Structural origin of perpendicular magnetic anisotropy in epitaxial CoPt3 nanostructures grown on WSe2(0001)

We present a detailed analysis of the local ordering in ${\text{CoPt}}_{3}$ nanostructures epitaxially grown on ${\text{WSe}}_{2}(0001)$ and NaCl(001) low-energy surfaces. Polarized extended x-ray absorption fine-structure measurements at the $\text{Co}\text{ }K$-edge show a local structural anisotropy in fcc ${\text{CoPt}}_{3}$ nanostructures grown at 300 K on ${\text{WSe}}_{2}$. It is characterized by preferential Co-Co bonding along the in-plane direction balanced with preferential heteroatomic bonding along the out-of-plane direction and explains the unexpected perpendicular magnetic anisotropy.

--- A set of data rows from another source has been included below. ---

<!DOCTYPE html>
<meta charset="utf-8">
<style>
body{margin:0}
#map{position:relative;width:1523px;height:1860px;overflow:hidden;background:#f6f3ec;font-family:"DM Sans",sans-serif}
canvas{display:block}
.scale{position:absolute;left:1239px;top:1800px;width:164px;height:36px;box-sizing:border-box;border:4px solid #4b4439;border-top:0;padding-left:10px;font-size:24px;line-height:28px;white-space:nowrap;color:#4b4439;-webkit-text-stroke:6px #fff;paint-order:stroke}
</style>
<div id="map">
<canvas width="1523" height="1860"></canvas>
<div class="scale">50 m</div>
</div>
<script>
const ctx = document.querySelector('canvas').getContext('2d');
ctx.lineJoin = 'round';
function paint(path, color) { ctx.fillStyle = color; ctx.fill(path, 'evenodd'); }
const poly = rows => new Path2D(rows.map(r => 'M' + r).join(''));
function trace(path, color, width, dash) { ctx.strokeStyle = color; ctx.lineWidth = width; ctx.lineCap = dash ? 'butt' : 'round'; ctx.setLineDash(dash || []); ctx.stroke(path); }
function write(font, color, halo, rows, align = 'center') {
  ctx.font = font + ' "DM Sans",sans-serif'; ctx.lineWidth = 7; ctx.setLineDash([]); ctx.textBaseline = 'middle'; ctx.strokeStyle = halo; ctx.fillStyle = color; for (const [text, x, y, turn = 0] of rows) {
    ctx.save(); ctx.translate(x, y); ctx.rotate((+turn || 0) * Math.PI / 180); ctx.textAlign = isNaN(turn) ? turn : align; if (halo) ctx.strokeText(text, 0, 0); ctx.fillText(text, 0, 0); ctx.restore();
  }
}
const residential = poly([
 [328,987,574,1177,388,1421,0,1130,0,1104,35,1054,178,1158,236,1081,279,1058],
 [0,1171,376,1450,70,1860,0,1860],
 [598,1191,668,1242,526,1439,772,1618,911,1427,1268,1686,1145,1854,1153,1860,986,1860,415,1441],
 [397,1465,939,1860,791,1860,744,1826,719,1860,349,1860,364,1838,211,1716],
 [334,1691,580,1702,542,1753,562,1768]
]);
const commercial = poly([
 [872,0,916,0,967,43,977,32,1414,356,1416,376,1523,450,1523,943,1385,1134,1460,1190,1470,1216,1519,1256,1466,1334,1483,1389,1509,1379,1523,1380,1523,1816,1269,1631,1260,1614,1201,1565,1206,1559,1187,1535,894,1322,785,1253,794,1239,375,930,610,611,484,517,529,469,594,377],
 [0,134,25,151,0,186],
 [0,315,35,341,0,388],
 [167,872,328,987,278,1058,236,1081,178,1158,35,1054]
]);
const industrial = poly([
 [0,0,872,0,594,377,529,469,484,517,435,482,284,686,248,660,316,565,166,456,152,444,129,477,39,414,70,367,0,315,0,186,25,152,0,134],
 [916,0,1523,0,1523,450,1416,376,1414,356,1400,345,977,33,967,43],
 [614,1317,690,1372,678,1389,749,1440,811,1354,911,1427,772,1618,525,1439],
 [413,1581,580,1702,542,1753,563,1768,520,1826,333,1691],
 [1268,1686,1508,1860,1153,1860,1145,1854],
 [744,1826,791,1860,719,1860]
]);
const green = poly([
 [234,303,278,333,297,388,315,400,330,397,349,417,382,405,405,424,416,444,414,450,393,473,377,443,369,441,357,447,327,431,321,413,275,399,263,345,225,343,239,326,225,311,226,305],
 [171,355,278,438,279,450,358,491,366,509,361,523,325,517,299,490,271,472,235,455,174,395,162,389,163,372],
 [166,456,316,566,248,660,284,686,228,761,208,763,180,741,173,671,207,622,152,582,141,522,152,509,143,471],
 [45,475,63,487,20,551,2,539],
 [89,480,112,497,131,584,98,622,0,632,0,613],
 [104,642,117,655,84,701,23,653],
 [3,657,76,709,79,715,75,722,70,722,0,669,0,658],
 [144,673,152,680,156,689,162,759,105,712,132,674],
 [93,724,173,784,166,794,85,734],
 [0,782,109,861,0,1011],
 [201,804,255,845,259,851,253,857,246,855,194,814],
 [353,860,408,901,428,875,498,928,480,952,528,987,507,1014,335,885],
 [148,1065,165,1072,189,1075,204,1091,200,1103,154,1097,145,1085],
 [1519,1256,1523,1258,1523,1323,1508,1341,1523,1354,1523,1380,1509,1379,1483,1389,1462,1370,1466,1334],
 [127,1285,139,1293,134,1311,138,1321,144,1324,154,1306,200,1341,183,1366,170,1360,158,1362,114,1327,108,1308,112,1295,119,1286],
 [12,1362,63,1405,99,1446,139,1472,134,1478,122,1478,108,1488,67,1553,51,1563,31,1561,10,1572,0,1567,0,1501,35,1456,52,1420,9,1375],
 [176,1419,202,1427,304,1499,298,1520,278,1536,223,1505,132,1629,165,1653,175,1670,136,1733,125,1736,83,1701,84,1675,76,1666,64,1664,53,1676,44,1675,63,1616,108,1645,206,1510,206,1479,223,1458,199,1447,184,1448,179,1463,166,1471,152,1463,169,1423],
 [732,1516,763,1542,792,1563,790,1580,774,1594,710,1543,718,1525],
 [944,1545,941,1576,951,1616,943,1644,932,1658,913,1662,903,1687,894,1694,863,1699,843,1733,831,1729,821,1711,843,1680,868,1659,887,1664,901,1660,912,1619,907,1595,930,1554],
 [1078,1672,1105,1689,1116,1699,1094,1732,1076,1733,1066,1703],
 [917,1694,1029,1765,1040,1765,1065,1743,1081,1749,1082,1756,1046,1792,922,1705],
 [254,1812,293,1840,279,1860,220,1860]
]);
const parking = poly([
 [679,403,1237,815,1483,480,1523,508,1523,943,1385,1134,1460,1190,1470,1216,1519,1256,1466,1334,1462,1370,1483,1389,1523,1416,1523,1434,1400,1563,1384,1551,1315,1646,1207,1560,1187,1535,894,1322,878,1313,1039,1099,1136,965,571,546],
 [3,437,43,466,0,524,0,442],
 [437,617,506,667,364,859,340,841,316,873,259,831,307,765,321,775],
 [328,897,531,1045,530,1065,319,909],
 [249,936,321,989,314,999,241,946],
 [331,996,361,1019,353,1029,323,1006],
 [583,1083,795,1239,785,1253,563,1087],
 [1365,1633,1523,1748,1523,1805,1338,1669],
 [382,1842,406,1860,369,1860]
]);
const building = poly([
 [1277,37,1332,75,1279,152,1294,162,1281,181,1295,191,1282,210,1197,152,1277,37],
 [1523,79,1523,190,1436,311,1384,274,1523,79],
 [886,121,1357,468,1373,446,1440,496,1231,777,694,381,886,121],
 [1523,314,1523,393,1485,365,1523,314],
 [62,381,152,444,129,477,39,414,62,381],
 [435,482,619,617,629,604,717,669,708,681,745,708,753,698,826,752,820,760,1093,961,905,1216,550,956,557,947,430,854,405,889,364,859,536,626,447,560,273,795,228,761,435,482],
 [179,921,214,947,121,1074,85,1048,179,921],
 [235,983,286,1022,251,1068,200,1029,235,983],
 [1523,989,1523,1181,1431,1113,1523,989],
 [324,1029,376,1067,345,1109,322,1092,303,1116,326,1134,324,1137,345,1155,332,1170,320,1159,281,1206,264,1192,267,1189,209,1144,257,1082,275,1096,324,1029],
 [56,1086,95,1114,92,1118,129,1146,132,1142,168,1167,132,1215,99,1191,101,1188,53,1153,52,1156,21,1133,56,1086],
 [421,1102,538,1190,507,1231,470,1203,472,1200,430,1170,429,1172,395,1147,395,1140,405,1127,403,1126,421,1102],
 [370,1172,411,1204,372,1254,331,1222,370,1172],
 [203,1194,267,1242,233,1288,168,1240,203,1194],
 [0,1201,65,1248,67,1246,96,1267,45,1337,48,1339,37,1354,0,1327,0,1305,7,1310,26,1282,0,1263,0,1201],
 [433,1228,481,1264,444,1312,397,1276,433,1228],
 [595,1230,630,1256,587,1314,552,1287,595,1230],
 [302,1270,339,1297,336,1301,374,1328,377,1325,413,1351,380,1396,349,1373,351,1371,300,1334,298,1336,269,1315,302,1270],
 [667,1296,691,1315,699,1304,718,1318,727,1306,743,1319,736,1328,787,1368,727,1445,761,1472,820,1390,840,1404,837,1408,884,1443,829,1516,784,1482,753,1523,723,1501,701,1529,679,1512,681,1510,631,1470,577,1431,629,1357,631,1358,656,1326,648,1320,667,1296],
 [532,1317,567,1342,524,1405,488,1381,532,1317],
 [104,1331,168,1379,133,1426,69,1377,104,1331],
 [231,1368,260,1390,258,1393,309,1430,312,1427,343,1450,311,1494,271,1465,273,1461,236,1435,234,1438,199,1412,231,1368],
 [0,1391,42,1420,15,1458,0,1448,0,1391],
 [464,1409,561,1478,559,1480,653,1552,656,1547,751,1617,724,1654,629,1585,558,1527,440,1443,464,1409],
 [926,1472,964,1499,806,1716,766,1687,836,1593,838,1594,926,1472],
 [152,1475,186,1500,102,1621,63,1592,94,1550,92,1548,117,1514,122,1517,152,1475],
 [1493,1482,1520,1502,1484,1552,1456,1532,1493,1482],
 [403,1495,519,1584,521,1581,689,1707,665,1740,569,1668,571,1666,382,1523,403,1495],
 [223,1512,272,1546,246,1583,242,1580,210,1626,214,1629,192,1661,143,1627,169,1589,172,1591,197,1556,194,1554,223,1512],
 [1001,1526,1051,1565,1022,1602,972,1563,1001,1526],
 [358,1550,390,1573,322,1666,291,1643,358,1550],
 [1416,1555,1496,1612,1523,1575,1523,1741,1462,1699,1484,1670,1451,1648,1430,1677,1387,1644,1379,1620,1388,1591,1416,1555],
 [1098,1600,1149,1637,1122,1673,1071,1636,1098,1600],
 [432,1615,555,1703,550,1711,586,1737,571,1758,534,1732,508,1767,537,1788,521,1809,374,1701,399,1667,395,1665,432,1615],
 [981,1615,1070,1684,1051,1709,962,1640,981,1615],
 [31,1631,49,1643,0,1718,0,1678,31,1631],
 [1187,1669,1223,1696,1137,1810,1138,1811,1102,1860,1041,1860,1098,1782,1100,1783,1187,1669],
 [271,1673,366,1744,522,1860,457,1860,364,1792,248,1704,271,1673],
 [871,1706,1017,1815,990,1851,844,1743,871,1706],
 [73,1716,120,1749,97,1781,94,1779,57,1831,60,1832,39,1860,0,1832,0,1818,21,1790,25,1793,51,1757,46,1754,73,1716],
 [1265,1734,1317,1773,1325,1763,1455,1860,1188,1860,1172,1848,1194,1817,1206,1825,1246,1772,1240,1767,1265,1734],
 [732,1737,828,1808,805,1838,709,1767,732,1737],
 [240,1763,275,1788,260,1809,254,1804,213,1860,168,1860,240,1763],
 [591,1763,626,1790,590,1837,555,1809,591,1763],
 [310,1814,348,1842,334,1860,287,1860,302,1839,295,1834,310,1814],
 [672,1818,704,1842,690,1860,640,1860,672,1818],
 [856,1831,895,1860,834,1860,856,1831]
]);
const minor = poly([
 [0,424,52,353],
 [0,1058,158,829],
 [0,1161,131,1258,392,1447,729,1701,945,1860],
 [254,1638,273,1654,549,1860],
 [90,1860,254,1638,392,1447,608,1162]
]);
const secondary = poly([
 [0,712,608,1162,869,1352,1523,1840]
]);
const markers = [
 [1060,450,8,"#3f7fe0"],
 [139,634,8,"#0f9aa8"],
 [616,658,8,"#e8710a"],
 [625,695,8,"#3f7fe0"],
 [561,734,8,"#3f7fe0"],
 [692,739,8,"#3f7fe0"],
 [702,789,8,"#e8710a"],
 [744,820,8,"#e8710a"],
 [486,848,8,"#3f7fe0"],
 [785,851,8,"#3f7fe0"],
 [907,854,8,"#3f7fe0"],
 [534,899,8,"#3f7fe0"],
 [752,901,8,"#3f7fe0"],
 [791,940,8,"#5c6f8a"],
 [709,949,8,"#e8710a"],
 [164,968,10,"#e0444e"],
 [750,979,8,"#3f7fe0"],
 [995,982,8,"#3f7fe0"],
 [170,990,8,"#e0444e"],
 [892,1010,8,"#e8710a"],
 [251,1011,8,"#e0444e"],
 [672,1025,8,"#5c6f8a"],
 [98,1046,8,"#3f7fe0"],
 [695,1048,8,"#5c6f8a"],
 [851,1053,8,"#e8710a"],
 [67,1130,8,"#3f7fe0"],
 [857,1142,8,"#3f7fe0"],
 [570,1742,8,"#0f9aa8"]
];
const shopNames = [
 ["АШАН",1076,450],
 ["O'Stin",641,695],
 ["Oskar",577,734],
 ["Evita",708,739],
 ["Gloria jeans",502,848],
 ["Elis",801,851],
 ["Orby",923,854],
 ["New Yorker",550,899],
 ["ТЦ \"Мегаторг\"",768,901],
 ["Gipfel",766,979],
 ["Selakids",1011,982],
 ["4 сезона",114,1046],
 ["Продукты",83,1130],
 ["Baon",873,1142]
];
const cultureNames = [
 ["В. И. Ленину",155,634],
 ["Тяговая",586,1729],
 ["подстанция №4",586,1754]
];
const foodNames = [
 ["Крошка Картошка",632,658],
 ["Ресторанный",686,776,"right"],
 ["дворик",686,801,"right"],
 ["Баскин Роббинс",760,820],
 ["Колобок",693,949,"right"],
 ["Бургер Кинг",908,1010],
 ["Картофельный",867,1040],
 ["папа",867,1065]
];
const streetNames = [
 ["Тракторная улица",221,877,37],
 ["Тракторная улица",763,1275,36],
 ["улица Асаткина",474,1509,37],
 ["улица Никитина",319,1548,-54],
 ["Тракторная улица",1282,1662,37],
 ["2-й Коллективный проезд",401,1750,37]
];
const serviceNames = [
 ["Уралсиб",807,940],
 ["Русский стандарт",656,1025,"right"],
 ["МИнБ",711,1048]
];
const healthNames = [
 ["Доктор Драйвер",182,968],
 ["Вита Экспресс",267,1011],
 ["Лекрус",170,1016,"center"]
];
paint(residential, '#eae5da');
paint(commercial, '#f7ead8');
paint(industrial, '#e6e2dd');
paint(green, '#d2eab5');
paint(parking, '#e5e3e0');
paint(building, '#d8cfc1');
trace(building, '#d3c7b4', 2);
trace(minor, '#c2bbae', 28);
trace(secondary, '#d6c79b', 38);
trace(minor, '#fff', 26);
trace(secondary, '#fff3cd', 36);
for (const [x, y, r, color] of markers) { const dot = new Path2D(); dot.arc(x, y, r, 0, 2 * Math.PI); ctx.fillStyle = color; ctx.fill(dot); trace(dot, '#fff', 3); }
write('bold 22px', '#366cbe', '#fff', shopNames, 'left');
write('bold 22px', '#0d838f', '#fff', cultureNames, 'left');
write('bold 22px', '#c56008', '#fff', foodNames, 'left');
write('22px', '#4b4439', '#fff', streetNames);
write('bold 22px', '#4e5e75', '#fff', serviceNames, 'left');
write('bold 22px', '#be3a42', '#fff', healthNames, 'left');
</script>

Such anisotropy almost vanishes in partially $\text{L}{1}_{2}$-ordered nanostructures grown at 700 K. In contrast, the short-range order is isotropic in ${\text{CoPt}}_{3}$ nanostructures grown on NaCl(001) at 370 K. These different behaviors emphasize the favorable role of Se segregated atoms of ${\text{WSe}}_{2}$ in the dynamic segregation of Pt atoms at the advancing surface during codeposition, which governs the local structural anisotropy. In the absence of Se, as previously observed in epitaxial ${\text{CoPt}}_{3}$ films grown on Ru buffer layers, the development of similar structural anisotropy requires higher growth temperatures (550--720 K).